The `getOverlap` predicate returns the overlap relationship between a definition of location `def`
and a use of the location `use`. The possible overlap relationships are as follows:
- `MustExactlyOverlap` - The set of bits written by the definition is identical to the set of bits
read by the use, *and* the data type of both the definition and the use are the same.
- `MustTotallyOverlap` - Either the set of bits written by the definition is a proper superset of
the bits read by the use, or the set of bits written by the definition is identical to that of the
use, but the data type of the definition differs from that of the use.
- `MayPartiallyOverlap` - Neither of the two relationships above apply, but there may be at least
one bit written by the definition that is read by the use. `MayPartiallyOverlap` is always a sound
result, because it is technically correct even if the actual overlap at runtime is exact, total, or
even no overlap at all.
- (No result) - The definition does not overlap the use at all.
Each `MemoryLocation` is associated with exactly one `VirtualVariable`. A `VirtualVariable`
represents a set of `MemoryLocation`s such that any two `MemoryLocation`s that overlap have the same
`VirtualVariable`. Note that each `VirtualVariable` is itself a `MemoryLocation` that totally
overlaps each of its member `MemoryLocation`s. `VirtualVariable`s are used in SSA construction to
separate the problem of matching uses and definitions by partitioning memory locations into groups
that do not overlap with one another.
### Current Implementation
#### Unaliased SSA
The current memory model used to construct Unaliased SSA models only variables that are unescaped,
and always accessed in their entirety via their declared type. There is one `MemoryLocation` for
each unescaped `IRVariable`, and each `MemoryLocation` is its own `VirtualVariable`. The overlap
relationship is simple: Each `MemoryLocation` exactly overlaps itself, and does not overlap any
other `MemoryLocation`.
#### Aliased SSA
The current memory model used to construct Aliased SSA models every memory access. There are two
kinds of `MemoryLocation`:
- `VariableMemoryAccess` represents an access to a known `IRVariable` with a specific type, at a bit
offset that may or may not be a known constant. `VariableMemoryAccess` represents any access to a
known `IRVariable` even if that variable's address escapes.
- `UnknownMemoryLocation` represents an access where the memory being accessed is not known to be part
of a single specific `IRVariable`.
In addition, there are two different kinds of `VirtualVariable`:
- `VariableVirtualVariable` represents an `IRVariable` whose address does not escape. The
`VariableVirtualVariable` is just the `VariableMemoryAccess` that represents an access to the entire
`IRVariable` with its declared type.
- `UnknownVirtualVariable` represents all memory that is not covered by a `VariableVirtualVariable`.

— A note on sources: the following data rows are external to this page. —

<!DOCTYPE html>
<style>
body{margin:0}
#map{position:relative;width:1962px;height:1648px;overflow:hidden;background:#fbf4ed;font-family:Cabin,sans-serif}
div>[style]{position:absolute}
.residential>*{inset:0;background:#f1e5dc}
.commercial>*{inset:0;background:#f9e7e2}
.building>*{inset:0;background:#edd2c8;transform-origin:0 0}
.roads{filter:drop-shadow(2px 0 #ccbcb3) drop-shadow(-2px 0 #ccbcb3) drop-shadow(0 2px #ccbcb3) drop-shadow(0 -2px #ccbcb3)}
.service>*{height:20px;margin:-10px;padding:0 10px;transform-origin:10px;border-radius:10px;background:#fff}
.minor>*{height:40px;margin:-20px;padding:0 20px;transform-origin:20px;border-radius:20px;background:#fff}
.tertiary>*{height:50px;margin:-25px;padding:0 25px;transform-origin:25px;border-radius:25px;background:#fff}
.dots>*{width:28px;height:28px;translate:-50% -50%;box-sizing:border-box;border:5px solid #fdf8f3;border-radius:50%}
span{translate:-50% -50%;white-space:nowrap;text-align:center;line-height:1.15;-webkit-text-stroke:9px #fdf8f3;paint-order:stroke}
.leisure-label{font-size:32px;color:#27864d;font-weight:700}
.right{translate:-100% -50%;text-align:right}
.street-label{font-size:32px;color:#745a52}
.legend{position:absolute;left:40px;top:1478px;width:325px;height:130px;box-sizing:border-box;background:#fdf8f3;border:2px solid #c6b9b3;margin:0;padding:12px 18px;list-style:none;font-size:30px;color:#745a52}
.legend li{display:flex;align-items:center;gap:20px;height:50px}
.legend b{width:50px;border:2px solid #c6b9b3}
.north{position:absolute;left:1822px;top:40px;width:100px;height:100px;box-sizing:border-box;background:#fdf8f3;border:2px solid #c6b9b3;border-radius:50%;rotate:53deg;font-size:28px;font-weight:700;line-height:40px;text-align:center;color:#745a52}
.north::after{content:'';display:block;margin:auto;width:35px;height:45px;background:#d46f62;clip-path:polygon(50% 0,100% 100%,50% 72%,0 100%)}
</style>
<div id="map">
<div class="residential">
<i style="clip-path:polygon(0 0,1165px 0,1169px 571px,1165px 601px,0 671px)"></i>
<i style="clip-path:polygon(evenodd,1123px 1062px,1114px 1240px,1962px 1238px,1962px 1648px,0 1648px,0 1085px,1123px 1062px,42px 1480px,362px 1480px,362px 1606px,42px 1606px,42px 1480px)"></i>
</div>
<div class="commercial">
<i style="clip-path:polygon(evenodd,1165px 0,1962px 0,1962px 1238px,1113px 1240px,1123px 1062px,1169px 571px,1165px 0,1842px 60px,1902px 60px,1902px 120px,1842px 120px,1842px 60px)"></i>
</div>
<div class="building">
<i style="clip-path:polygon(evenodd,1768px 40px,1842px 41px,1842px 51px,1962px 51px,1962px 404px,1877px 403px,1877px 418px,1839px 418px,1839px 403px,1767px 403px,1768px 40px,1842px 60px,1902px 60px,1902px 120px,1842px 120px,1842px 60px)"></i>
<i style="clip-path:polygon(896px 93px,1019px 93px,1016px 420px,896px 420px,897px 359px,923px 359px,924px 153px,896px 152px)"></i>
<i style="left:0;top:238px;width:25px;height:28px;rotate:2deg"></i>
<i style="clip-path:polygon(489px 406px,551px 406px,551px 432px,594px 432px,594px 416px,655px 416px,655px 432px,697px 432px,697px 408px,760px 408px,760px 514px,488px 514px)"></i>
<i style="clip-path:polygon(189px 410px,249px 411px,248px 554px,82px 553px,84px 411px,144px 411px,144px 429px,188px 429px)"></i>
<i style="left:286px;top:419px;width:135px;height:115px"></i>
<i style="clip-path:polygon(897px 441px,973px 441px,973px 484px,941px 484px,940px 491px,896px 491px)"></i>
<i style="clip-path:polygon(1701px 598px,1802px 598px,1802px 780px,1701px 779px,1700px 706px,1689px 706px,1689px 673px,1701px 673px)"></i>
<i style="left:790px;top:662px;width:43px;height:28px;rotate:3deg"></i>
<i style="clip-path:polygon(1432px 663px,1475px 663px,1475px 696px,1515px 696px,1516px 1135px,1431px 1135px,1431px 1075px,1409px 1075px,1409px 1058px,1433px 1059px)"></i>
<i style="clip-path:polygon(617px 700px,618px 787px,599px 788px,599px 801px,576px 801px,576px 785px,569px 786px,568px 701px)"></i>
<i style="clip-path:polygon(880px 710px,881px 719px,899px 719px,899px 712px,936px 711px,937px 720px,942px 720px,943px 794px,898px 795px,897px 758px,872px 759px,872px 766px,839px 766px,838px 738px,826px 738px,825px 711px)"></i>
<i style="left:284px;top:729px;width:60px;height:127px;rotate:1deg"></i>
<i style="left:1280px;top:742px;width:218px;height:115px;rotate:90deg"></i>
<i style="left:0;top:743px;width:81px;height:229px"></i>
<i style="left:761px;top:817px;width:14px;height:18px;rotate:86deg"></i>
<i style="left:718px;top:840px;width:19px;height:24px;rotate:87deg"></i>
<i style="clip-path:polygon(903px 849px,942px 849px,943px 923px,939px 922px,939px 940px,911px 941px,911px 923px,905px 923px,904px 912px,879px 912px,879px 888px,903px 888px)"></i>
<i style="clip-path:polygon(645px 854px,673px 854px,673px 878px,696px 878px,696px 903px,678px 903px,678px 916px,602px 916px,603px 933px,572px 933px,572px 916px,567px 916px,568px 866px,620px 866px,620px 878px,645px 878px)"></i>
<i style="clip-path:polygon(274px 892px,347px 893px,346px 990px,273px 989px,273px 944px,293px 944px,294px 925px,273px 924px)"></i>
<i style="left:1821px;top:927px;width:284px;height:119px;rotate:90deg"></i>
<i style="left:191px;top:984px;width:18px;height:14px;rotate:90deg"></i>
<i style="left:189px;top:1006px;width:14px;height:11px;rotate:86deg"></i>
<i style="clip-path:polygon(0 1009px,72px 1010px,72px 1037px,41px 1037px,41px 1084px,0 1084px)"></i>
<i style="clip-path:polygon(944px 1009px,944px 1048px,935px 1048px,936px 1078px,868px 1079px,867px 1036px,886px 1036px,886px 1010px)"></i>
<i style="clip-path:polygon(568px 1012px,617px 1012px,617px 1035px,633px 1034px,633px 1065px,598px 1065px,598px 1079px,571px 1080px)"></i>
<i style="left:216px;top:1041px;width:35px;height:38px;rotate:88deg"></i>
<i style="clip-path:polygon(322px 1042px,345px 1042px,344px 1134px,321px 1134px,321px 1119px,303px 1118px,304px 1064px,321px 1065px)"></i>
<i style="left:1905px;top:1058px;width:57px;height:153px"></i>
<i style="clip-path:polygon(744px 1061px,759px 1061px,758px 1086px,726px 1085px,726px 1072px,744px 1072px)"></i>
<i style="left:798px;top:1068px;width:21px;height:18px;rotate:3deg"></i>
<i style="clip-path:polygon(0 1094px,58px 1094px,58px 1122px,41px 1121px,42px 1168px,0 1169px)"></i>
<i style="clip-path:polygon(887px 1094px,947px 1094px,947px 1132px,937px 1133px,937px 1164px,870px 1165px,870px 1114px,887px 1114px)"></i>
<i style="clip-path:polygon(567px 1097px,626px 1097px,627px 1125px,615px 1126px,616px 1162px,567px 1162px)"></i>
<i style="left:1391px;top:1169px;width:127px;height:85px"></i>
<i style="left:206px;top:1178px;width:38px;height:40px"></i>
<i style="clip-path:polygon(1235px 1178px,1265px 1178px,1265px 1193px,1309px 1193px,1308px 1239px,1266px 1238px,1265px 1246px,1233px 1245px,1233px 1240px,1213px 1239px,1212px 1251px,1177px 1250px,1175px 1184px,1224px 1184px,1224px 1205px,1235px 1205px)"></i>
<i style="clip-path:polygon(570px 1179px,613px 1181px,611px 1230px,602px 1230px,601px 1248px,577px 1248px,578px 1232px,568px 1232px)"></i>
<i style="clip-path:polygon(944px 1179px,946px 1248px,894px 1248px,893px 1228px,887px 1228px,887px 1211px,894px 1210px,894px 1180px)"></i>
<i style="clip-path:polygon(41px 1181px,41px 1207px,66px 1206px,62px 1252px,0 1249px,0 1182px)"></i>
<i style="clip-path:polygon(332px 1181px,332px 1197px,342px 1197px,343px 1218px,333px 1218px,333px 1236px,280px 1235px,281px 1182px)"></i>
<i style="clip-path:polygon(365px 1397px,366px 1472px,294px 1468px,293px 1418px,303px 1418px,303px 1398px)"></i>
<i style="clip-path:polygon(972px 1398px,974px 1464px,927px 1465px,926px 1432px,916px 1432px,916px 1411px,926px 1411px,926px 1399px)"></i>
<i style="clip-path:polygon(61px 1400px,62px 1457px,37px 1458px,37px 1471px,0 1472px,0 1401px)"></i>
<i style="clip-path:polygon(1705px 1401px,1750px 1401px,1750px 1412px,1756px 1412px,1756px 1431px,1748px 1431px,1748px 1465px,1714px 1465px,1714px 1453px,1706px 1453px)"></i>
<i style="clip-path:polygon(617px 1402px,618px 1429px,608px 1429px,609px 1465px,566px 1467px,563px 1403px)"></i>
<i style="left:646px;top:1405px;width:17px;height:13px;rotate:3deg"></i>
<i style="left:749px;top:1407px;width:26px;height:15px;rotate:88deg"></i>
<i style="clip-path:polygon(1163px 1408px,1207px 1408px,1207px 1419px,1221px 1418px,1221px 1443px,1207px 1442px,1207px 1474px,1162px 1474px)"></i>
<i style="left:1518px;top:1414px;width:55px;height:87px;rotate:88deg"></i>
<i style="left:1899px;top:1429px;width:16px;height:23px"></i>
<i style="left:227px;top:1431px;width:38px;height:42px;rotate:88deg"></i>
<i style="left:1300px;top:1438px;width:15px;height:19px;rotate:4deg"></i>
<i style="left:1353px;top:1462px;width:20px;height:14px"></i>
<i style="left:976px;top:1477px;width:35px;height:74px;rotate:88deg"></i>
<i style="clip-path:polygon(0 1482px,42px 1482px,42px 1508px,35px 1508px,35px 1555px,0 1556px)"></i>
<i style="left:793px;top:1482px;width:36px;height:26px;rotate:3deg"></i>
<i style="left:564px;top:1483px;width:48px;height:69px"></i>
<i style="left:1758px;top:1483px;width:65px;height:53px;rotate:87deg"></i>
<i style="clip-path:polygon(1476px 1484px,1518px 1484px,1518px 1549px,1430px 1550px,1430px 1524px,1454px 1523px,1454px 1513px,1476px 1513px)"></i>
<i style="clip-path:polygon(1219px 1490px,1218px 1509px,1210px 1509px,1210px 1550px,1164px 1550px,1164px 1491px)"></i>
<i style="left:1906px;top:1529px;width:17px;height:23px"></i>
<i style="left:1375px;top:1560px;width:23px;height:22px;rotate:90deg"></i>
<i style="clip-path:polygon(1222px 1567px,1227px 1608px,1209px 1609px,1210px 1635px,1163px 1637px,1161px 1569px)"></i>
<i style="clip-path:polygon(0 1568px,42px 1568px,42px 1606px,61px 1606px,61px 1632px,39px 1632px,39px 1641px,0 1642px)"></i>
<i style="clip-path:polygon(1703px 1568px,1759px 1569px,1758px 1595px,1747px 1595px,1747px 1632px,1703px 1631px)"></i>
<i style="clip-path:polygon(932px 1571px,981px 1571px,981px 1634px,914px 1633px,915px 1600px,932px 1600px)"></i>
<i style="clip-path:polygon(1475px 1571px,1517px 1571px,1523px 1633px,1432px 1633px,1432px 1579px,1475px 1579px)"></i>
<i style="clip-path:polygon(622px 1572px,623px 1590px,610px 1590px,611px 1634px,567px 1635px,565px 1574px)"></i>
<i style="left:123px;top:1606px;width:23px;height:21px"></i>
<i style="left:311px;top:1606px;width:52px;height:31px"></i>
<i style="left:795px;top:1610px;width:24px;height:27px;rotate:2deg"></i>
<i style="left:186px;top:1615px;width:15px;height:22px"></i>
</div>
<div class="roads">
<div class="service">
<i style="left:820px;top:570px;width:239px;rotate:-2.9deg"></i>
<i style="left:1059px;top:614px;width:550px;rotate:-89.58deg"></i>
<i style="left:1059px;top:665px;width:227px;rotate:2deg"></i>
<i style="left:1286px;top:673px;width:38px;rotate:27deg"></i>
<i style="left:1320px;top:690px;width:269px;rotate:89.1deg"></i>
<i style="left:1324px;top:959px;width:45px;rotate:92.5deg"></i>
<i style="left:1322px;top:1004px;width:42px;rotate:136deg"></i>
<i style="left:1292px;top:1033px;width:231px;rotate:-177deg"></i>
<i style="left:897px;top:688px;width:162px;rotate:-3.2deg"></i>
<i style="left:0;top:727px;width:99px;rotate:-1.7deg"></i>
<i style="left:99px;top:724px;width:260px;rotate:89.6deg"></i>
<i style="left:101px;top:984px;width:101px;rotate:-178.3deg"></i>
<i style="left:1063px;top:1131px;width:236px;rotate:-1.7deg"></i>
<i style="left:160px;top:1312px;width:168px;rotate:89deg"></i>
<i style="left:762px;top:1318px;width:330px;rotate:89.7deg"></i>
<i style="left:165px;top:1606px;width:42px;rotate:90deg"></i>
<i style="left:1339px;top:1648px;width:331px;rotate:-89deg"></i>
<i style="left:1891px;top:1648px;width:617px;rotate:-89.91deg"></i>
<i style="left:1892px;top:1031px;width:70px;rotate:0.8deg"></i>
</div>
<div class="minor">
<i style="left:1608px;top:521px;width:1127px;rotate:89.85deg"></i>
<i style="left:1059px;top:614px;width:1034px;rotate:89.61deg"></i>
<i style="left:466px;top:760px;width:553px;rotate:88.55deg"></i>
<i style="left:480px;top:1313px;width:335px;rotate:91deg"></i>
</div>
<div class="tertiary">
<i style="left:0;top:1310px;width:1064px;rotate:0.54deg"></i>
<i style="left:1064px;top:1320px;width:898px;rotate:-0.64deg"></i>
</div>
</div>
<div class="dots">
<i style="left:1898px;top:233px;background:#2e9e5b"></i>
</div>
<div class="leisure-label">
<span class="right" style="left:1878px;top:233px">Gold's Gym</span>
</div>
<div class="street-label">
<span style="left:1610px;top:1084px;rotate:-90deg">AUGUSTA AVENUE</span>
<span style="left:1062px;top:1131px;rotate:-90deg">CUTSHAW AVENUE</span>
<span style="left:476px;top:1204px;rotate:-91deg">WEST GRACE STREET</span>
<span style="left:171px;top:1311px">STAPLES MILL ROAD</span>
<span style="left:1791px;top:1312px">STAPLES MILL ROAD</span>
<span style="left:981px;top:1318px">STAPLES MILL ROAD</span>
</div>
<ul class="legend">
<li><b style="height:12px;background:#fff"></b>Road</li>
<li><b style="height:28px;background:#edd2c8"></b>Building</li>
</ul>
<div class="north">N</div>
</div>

This includes the `UnknownMemoryLocation`, as well as any `VariableMemoryLocation` whose
`IRVariable`'s address escapes.
The overlap relationship for this model is slightly more complex than that of Unaliased SSA. A
definition of a `VariableMemoryLocation` overlaps a use of another `VariableMemoryLocation` if both
locations have the same `IRVariable` and the offset ranges overlap. The overlap kind is determined
based on the overlap of the offset ranges, and may be any of the three overlaps kinds, or no overlap
at all if the offset ranges are disjoint. A definition of a `VariableMemoryLocation` overlaps a use
of the `UnknownMemoryLocation` (or vice versa) if and only if the address of the `IRVariable`
escapes; this is a `MayPartiallyOverlap` relationship.